The AMV Genome Project is awesome to me in so many ways. Besides slowly developing a “big picture” view of the history of the hobby as expressed purely through AMVs and nothing else, I’m coming across all sorts of neat videos that have been largely forgotten or altogether neglected.
And there have been more of these videos than I can count, however the video that sticks out most in my mind from the last few weeks is These Little Town Blues by Tsukin. Tsukin is known (or, was known) for the hyperviolence of his video Bleed The Sky, as well as the deliberately all-OP Intro City (a video that is almost meta enough in retrospect to be ironic).

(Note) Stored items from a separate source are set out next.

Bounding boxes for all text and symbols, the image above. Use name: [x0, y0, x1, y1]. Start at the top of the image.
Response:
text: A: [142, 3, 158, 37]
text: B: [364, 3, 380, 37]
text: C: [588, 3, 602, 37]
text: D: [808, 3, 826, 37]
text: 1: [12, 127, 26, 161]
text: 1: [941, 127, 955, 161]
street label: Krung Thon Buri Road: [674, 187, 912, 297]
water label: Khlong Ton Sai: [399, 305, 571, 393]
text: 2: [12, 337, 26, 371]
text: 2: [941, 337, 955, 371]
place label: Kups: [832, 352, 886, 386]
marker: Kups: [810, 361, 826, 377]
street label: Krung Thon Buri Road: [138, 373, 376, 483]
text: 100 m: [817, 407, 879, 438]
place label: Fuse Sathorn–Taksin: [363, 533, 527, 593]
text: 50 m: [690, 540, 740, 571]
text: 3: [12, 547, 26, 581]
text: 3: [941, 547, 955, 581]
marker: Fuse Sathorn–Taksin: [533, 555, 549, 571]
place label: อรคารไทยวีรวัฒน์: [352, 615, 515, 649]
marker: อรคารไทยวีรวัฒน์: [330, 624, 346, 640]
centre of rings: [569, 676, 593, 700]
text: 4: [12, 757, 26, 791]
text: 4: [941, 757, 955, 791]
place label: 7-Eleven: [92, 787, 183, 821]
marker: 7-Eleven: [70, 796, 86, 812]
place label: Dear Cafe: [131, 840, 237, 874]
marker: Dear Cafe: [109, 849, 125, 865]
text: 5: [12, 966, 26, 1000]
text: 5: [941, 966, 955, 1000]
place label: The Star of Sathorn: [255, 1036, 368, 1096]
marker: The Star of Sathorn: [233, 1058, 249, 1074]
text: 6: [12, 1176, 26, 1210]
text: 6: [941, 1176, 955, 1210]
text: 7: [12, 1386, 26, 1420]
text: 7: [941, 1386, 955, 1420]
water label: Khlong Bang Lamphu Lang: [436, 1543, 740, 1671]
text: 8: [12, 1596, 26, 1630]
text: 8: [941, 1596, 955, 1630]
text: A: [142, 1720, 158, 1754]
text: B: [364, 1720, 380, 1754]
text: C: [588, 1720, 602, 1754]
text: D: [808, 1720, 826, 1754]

However, it’s not these videos that are Tsukin’s most memorable; it’s this unassuming, tucked-away Metropolis video.
Ever since I saw feanor’s Metropolis – Center of the Sun soon after I got into AMVs, I was pretty much convinced that there was no need to ever watch another Metropolis video again. I mean, that was it — the quintesssential Metropolis video, and one of the pillars of simple storytelling. But here I am, questioning if I’ve been wrong these past eight years, and the best Metropolis video is actually Tsukin’s.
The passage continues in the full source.